Exercise instructions
In the listing that follows, copy out each line that includes the word "Evangelisches".

Data for this exercise
===
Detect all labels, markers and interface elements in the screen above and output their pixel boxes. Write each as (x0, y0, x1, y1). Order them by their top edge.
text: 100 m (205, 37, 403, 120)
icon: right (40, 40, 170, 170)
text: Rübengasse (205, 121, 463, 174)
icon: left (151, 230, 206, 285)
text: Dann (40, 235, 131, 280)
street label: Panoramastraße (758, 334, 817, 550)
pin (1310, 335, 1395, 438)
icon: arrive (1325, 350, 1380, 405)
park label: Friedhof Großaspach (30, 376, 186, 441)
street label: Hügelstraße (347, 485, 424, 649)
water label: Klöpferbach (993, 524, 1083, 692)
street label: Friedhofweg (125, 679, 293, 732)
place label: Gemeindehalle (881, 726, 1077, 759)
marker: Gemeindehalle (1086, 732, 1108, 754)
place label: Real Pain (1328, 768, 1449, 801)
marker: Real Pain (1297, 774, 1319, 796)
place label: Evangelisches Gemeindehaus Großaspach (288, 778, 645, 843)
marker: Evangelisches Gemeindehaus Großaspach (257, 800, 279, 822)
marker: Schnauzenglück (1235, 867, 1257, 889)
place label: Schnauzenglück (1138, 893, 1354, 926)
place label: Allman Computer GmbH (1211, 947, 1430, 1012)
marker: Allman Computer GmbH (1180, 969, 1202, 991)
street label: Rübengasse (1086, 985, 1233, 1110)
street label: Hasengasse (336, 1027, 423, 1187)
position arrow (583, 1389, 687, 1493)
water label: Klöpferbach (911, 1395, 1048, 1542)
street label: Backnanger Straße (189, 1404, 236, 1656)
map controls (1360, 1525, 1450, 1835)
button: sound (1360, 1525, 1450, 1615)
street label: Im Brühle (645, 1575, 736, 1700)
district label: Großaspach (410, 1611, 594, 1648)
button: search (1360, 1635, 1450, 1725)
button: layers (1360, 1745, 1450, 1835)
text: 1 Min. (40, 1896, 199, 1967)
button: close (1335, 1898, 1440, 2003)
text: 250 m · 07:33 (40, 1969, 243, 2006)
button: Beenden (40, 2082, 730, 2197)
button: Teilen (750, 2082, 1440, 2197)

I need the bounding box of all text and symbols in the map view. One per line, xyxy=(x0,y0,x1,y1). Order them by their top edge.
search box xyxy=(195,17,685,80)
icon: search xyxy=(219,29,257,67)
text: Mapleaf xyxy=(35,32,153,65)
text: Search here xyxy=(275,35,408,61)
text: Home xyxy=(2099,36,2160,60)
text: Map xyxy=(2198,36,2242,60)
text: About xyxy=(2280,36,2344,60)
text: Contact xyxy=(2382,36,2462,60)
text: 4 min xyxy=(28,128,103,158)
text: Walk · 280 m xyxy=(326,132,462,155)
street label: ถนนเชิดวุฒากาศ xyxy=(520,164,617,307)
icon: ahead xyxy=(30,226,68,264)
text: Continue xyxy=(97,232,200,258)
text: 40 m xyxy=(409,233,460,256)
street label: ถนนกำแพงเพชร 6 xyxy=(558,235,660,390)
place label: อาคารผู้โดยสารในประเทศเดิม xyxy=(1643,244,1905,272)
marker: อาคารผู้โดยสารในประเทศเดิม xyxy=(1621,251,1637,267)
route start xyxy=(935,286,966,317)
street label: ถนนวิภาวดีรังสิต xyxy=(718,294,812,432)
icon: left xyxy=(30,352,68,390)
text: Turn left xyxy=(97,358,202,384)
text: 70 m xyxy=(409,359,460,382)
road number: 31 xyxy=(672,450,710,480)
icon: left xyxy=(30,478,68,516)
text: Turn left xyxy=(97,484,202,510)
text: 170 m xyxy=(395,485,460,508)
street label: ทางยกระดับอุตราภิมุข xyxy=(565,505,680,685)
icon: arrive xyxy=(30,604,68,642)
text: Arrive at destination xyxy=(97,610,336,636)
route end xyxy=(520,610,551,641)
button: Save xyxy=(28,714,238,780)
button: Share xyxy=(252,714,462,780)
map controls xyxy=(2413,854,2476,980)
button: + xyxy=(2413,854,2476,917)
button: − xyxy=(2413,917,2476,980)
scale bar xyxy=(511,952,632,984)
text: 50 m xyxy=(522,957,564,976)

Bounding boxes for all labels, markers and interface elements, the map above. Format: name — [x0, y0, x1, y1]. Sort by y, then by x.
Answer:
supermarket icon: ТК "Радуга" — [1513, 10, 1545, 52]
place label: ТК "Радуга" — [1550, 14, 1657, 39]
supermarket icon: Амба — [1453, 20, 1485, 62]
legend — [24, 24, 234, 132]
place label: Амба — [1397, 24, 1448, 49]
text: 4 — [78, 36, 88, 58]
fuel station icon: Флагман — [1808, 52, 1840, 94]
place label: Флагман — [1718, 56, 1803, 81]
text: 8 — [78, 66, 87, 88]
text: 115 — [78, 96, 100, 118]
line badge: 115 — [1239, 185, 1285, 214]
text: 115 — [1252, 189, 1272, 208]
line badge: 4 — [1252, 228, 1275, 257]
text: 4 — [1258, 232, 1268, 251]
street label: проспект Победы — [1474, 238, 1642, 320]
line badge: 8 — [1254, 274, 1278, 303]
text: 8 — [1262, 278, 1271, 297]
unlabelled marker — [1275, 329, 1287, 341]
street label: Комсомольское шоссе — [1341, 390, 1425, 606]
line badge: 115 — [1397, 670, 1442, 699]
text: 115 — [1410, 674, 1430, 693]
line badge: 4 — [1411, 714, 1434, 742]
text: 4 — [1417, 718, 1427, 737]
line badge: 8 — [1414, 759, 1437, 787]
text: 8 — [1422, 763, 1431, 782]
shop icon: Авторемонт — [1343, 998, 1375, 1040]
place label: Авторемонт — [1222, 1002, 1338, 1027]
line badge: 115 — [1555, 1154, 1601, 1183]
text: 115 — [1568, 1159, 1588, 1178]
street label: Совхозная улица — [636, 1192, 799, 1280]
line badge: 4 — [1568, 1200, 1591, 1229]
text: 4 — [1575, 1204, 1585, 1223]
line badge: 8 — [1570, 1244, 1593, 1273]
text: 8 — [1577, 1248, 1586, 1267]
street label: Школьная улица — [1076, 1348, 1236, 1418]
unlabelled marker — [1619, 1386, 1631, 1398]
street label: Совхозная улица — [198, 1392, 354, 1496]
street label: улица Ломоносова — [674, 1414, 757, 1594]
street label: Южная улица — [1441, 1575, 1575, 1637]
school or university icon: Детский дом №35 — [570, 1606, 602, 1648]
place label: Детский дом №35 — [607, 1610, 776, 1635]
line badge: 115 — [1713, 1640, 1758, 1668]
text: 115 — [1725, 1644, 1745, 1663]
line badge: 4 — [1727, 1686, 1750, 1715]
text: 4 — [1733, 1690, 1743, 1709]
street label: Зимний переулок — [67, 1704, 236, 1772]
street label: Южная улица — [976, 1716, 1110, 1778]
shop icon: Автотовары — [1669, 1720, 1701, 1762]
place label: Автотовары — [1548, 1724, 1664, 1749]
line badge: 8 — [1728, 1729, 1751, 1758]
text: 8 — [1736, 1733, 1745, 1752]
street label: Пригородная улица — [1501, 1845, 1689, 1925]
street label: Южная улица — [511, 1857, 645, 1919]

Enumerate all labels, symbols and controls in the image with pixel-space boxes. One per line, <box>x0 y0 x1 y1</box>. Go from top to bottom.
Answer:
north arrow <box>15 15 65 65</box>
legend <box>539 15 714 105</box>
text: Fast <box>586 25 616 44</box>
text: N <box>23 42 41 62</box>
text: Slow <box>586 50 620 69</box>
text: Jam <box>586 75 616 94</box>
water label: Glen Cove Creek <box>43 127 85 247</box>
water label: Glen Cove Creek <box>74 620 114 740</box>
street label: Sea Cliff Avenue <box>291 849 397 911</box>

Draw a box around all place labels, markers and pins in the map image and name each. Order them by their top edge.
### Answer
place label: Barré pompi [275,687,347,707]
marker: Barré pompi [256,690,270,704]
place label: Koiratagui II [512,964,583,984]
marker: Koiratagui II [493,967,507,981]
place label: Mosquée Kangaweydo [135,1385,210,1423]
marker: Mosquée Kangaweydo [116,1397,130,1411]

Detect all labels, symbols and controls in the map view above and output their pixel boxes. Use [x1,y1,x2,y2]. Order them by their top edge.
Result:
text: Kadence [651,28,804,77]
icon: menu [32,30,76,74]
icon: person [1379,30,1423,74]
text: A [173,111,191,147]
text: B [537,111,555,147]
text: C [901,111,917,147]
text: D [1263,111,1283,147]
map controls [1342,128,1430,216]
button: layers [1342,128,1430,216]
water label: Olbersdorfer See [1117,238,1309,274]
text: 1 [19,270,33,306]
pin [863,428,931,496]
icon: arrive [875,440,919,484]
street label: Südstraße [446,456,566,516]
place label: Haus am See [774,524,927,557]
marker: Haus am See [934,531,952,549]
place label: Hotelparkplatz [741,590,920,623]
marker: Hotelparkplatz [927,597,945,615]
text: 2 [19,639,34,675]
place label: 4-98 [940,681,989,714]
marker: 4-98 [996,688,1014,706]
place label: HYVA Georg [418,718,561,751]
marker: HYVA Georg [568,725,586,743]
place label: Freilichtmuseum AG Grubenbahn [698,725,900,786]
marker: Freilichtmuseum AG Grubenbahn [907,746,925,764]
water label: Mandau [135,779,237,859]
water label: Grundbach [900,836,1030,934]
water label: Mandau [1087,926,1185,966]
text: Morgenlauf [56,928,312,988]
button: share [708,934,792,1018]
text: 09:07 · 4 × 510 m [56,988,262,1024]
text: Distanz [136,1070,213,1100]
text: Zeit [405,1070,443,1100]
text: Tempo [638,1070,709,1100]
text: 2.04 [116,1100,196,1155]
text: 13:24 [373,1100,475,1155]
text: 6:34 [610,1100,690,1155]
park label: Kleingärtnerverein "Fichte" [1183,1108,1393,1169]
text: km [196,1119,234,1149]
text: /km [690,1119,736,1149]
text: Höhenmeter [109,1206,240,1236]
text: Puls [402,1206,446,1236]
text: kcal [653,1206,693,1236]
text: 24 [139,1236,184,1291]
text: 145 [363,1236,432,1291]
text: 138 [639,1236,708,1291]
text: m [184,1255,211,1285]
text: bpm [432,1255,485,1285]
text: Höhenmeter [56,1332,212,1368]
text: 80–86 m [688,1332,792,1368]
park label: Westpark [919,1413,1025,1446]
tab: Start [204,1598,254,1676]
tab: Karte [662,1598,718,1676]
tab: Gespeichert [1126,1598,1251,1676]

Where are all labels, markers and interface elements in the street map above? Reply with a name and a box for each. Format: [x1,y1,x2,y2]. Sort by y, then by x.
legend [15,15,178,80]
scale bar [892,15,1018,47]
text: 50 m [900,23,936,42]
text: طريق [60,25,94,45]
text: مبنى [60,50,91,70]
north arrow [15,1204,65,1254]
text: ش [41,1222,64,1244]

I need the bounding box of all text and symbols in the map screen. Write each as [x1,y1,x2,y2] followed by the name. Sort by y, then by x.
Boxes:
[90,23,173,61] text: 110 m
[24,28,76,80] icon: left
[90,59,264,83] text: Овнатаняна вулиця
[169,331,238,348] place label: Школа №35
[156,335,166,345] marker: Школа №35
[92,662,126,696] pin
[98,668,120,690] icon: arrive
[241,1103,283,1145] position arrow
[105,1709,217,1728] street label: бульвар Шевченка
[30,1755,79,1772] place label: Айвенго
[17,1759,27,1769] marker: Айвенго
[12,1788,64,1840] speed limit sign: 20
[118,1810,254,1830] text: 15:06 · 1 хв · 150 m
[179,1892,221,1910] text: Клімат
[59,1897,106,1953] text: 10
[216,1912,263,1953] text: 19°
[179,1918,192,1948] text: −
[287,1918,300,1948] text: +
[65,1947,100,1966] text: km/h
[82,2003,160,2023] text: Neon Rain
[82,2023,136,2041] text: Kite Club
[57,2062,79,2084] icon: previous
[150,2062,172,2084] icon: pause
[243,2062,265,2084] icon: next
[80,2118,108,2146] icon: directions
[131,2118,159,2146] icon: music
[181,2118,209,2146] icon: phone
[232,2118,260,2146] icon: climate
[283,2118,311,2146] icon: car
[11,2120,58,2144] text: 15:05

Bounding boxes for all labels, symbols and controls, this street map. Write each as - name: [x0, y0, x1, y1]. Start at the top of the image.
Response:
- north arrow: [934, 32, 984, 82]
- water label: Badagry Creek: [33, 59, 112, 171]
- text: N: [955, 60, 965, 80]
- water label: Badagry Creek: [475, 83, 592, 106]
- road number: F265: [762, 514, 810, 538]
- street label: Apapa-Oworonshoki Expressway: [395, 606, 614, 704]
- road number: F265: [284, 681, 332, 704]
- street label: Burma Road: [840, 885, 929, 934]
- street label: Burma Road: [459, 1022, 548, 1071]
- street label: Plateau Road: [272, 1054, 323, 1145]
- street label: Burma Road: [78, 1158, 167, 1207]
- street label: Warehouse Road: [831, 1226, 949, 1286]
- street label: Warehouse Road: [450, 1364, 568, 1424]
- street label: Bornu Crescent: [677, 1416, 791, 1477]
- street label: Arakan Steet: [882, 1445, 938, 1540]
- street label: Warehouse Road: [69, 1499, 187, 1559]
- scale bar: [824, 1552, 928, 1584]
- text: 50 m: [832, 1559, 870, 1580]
===
Expected answer
place label: Evangelisches Gemeindehaus Großaspach (288, 778, 645, 843)
marker: Evangelisches Gemeindehaus Großaspach (257, 800, 279, 822)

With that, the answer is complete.